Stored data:

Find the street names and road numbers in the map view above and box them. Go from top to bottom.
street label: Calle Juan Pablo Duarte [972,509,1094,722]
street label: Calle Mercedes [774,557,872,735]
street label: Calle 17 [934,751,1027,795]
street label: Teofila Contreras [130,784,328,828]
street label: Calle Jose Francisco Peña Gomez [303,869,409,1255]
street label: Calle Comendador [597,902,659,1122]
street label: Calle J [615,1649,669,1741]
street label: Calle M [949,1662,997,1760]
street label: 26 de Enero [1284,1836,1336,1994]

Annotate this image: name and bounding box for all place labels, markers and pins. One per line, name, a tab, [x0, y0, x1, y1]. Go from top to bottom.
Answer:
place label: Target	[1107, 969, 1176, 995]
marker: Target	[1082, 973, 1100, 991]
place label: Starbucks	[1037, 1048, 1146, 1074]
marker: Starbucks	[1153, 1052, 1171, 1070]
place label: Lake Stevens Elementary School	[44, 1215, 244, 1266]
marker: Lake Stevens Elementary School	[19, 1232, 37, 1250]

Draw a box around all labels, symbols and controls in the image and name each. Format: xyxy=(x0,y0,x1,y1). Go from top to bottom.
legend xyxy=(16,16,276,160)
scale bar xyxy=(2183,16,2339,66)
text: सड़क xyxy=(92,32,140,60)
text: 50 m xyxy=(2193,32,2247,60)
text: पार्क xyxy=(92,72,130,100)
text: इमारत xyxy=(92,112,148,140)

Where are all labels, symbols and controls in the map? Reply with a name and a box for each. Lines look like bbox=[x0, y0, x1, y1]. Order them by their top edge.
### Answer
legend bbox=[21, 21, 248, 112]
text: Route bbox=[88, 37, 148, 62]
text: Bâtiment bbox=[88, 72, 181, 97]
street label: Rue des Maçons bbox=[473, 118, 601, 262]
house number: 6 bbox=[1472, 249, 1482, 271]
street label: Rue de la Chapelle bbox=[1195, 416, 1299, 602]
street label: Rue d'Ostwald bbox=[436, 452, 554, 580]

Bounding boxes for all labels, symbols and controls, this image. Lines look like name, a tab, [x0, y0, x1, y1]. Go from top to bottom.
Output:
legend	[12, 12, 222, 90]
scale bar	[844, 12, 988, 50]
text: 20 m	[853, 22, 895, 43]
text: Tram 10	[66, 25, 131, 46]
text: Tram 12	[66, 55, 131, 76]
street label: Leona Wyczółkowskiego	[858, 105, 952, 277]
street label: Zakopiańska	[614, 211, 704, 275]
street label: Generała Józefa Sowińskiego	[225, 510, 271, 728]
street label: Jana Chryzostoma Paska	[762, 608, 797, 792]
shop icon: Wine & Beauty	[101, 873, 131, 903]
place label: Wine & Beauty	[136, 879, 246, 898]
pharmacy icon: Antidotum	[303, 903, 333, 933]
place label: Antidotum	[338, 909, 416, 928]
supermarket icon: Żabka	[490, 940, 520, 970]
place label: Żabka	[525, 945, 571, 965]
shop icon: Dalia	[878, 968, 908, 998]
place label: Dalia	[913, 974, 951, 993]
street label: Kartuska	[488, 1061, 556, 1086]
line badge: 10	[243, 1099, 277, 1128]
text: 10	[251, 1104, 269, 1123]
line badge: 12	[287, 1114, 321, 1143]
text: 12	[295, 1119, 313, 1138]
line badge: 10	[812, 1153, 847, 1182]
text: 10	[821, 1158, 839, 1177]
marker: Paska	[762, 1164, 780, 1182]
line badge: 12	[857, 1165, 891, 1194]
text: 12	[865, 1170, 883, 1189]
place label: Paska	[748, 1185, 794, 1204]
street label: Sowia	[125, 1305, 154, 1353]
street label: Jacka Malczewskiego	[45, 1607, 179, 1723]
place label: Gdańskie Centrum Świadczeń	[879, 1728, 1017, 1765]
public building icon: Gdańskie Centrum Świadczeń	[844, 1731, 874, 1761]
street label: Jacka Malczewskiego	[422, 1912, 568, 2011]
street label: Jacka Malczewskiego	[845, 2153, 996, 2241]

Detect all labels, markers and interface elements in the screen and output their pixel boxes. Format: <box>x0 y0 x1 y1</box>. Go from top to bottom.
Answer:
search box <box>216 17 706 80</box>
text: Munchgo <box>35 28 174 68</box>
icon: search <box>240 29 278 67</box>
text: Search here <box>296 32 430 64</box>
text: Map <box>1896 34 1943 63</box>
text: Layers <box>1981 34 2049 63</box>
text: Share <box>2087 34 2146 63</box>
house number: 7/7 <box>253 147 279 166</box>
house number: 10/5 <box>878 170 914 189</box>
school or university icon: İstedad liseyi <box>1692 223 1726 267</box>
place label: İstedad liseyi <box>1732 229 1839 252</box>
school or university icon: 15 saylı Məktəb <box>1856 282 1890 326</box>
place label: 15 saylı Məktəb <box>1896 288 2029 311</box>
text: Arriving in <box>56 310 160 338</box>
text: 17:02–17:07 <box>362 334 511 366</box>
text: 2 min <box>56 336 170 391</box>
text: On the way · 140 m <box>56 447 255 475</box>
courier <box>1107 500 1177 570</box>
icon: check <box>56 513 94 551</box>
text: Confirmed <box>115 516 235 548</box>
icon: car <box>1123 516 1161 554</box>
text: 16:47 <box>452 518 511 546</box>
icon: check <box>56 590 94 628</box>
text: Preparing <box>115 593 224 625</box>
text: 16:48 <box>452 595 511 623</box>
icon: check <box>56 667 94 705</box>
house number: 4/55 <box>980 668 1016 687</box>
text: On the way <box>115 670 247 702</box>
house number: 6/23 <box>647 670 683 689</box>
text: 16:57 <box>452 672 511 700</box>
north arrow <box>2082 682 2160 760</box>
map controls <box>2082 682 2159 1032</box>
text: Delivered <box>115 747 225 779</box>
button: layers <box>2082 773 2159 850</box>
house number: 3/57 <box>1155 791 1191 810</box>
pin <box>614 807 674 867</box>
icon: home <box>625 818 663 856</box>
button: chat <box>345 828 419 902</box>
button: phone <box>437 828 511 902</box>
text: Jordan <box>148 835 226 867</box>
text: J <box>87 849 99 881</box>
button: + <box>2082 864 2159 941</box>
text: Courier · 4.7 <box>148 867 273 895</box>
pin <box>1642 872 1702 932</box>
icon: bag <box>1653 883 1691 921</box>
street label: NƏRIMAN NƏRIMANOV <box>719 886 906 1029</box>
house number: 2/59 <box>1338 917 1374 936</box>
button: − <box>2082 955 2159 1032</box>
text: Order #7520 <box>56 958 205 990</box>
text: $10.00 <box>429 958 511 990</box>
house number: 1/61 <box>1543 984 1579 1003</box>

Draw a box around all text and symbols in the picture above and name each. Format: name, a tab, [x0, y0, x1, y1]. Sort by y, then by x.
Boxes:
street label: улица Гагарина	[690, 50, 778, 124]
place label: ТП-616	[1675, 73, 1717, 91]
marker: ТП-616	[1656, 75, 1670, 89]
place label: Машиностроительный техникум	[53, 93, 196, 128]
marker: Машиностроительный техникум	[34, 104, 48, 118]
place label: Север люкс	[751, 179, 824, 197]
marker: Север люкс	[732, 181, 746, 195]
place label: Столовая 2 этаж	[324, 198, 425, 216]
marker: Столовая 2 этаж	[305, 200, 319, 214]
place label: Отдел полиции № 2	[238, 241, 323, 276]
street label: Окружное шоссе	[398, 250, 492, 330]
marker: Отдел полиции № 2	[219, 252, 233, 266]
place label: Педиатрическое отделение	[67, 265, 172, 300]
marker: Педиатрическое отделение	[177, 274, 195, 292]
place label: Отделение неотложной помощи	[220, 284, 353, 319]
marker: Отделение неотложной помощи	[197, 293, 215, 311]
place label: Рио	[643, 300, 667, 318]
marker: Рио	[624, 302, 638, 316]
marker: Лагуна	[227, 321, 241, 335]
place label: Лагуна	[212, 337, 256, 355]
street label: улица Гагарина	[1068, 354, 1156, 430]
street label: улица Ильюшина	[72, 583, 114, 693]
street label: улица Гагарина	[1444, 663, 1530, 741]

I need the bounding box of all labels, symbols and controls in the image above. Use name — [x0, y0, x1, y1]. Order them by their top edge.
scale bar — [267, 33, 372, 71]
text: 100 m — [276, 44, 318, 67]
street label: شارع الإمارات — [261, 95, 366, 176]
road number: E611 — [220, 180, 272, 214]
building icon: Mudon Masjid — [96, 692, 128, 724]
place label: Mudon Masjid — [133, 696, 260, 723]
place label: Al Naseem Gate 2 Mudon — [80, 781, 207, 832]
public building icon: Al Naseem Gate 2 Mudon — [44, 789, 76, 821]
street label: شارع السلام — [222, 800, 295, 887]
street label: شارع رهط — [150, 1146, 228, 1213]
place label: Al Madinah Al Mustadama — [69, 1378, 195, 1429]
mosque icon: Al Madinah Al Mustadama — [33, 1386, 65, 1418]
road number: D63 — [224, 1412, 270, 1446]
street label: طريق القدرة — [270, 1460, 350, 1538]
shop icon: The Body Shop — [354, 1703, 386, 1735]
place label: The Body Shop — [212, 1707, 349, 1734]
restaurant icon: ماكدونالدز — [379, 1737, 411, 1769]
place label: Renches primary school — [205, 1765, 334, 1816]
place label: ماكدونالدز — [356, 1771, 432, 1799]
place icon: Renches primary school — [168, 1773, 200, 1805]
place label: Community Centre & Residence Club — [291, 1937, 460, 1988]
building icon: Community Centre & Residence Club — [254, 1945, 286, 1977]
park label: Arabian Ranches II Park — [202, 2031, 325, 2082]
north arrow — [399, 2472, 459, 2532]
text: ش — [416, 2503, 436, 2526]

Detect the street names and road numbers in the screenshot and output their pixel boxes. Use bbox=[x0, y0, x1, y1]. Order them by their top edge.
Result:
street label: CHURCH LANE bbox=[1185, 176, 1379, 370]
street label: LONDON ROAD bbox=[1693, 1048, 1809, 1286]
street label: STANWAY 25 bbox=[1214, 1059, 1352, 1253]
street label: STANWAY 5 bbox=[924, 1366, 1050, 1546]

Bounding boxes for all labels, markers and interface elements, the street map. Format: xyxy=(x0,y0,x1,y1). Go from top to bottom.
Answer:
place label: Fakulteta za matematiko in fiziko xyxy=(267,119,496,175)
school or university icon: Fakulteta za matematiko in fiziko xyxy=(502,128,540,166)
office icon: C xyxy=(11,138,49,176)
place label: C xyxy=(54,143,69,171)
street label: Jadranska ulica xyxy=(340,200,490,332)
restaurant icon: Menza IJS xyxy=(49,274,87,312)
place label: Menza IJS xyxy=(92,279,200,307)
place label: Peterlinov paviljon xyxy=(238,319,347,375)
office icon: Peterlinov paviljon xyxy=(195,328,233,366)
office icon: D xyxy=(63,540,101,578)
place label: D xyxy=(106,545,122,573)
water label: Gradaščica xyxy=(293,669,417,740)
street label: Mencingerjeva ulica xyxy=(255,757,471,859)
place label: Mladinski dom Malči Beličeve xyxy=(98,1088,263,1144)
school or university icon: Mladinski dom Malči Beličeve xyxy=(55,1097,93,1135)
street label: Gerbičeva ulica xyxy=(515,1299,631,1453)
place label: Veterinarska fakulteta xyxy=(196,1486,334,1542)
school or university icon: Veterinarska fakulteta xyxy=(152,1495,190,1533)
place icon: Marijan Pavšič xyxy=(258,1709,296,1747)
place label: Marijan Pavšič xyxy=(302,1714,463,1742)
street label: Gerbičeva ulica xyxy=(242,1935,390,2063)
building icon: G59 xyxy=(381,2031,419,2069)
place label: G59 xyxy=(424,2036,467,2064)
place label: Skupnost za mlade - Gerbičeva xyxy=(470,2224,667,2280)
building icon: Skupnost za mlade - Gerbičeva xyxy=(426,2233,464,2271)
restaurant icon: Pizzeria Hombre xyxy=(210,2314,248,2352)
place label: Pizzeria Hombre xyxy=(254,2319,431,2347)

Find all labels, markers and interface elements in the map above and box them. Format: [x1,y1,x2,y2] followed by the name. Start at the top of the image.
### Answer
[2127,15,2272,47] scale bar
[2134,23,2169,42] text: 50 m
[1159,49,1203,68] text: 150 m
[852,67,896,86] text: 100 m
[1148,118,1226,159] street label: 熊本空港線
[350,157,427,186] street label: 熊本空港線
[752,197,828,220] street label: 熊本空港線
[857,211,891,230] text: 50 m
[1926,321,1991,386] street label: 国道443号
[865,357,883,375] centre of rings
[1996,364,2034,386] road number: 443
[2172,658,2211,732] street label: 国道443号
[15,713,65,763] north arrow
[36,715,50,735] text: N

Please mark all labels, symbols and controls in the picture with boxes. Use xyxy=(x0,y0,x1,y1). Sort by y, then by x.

[Task objective]:
Print the lines above from the one with "Detect the street" through the one with "Bounding boxes for all labels, markers", both included, exactly as written and nothing more.

[Task result]:
Detect the street names and road numbers in the screenshot and output their pixel boxes. Use bbox=[x0, y0, x1, y1]. Order them by their top edge.
Result:
street label: CHURCH LANE bbox=[1185, 176, 1379, 370]
street label: LONDON ROAD bbox=[1693, 1048, 1809, 1286]
street label: STANWAY 25 bbox=[1214, 1059, 1352, 1253]
street label: STANWAY 5 bbox=[924, 1366, 1050, 1546]

Bounding boxes for all labels, markers and interface elements, the street map. Format: xyxy=(x0,y0,x1,y1). Go from top to bottom.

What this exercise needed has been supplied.